Surgido tortuosamente no seio do movimento mangue-beat (como percussionista do Mundo Livre S/A e outras frentes) Otto sempre foi filho estranho daquele riscado. Logo caindo em carreira solo, seus três discos iniciais tiveram recepção diversa. “Samba Pra Burro”, de 98, foi saudado como inovador e coberto de elogios (dando origem também ao disco de remixes “Changez Tout”). “Condom Black” de 2001 colocou algumas nuvens negras no caminho e “Sem Gravidade”, de 2003, teve avaliação morna. Depois de um “MTV Apresenta” ao vivo em 2005 e várias tragédias pessoais posteriores, 4 anos se passaram até que “Certa Manhã Acordei de Sonhos Intranquilos” fosse lançado.

Recebido com entusiasmo e de forma unânime, “Certa Manhã” trouxe fãs de volta e conquistou muita gente que torcia o nariz para ele. Se na minha resenha do álbum citei Otto como um “Jackson Pollock” musical, nada ainda parecido com o que ele anuncia em primeira mão nesta entrevista: “The Moon 1111”, o  próximo disco, a fundir Fela Kuti, Coltrane, The Wall, samba, baião, Erasmo Carlos e o que vier, previsto para 11/11/2011.

O recolhimento, o processo de criação de “Certa Manhã”, a pungência da obra, as parcerias fundamentais, o que importa e interessa para Otto e o que vem por aí foi o que o pernambucano nos contou nesta entrevista exclusiva sempre com sua fala intensa e sua paixão desmedida pelo que faz.  Virtude rara e necessária.

Movin’ Up – Na crítica do disco, cito que a dor – seja de que natureza for – costuma ser a maior propulsora artística do mundo, desde sempre.

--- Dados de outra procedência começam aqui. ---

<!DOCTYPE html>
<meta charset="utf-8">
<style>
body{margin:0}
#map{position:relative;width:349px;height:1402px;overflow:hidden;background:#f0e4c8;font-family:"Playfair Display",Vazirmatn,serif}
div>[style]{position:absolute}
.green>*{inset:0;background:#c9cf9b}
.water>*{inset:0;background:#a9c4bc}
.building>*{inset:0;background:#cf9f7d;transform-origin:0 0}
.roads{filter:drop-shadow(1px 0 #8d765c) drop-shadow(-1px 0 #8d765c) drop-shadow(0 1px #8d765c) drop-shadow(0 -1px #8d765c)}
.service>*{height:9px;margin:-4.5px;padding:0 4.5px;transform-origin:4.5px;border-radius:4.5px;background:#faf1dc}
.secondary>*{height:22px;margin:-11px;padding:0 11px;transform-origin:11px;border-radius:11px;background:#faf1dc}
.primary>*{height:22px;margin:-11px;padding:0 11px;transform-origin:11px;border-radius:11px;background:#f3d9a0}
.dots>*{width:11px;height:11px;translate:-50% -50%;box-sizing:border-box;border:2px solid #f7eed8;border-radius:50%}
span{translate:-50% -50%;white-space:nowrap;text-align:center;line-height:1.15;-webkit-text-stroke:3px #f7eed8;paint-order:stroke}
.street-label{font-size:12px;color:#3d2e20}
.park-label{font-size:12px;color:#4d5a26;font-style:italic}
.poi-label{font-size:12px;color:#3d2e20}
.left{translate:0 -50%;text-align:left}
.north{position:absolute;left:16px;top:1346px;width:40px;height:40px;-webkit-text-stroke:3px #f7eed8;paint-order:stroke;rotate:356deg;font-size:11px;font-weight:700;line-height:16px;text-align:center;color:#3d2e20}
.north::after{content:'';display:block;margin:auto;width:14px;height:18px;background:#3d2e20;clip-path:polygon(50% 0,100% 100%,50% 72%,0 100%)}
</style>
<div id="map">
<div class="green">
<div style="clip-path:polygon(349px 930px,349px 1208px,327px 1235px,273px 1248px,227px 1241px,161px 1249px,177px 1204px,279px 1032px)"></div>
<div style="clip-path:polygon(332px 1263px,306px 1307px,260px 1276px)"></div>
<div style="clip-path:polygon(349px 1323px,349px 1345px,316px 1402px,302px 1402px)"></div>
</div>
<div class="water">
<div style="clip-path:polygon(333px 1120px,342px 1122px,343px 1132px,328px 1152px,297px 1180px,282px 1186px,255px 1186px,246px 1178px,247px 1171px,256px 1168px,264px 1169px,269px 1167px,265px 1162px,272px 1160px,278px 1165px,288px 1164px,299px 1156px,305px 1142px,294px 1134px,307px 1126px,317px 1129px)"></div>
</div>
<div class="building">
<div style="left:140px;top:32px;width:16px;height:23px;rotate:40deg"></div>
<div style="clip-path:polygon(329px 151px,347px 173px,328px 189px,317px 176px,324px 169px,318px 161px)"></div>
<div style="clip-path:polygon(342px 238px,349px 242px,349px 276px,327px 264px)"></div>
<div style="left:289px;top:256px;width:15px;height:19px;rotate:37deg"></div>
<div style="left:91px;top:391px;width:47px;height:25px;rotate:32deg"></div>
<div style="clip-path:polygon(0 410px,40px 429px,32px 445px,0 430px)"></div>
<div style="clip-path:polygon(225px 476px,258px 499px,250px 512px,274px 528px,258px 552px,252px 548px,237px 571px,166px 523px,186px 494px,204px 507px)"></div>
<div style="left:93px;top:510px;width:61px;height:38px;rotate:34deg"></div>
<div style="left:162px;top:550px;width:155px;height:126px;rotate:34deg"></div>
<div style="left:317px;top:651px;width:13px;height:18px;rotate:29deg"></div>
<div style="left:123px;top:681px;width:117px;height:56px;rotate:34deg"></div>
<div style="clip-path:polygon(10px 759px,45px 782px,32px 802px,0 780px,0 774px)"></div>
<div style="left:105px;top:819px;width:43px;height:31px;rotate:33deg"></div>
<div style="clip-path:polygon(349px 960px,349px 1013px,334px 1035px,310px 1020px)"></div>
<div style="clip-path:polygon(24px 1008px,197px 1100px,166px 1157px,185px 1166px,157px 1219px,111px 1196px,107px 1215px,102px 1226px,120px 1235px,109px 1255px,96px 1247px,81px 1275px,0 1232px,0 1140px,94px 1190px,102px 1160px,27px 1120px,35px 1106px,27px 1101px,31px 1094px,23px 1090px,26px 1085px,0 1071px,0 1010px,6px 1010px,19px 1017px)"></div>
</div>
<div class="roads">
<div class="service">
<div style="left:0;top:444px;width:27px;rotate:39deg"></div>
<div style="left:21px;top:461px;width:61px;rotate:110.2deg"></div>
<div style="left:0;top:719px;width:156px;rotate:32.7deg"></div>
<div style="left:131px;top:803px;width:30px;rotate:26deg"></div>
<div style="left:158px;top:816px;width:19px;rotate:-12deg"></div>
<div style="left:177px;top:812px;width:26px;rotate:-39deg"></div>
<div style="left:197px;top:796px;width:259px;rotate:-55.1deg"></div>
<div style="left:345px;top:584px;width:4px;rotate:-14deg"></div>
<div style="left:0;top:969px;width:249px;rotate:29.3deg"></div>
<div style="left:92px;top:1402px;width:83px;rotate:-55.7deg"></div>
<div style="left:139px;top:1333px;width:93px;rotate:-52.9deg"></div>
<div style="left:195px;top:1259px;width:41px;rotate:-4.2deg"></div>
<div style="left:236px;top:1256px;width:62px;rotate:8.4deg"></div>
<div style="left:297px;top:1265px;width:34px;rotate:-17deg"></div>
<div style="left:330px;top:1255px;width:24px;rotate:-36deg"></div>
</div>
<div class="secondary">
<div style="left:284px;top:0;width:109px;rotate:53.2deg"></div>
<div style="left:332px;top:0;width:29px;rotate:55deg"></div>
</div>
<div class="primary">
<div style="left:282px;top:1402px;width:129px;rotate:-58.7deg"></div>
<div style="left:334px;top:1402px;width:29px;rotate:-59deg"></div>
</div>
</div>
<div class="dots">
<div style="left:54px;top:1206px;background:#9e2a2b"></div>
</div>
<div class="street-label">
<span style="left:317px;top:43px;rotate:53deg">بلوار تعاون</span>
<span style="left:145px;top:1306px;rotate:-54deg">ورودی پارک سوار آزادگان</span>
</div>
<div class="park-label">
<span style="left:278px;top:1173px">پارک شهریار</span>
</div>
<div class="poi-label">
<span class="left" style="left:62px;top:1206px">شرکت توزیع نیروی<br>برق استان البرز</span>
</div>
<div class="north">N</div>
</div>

Ela costuma passar pela negação, desespero, aceitação e reconstrução por quem a sente, vive. Foi nessa toada que “Certa Amanhã Acordei de Sonhos Intranquilos” foi feito?

Otto – Ele foi feito diante das minhas questões pessoais…meu desequilibrio tem natureza pensante. De clareza, ele amarga  a verdade. Minha forma de interagir com o mundo. A  não aceitação dos fatos que se apresentam. O saber dói tanto que  é prazer. Só sei que pra mim este disco foi lúcido, inteiro! O que estou sentindo, como estou digerindo a vida.

Movin’ Up – O disco obteve recepção positiva quase unânime e calorosa em todos os cantos do país, inclusive por gente que não tinha muito conhecimento da sua obra. Algo até então incomum na sua carreira. Como está recebendo e lidando com isso?

Otto – Meus discos geralmente são aceitos como uma comida exótica.  Trazem frescura e indignação. Sei que a minha vontade de experimentar e aprender não cessa. Sou um cara que cria sangrando. Realmente existe uma entrega à arte. Muita gente talvez ache isso que digo um insulto. Mas existe magia, equilibrio e harmonia. Adoro dançar, cantar, responder, pensar, fazer a gira girar. Minha música tá só começando. Minha energia não acaba nunca.

Movin’ Up – A sonoridade parece encontrar eco em gente das mais variadas formações. Um amigo jornalista, especialista em metal, alguém que dificilmente imaginava que fosse ouvir, me disse que seguiu meu conselho e adorou. Como você vê essa capacidade de penetrar em ouvidos tão díspares. Seria esse um dos principais retornos que um artista pode receber?

Otto – Cara, existe um cara de 41 anos que já passou por muita coisa. Em música desde que nasci não parei de encontrar democracia. Vim de um interior onde comia bode, bebia cana e ouvia rock, forró, mpb, iêiêiê, brega, Elvis, Bob Marley e na minha banda meu nome é Ozzi, Ozzi music (risos).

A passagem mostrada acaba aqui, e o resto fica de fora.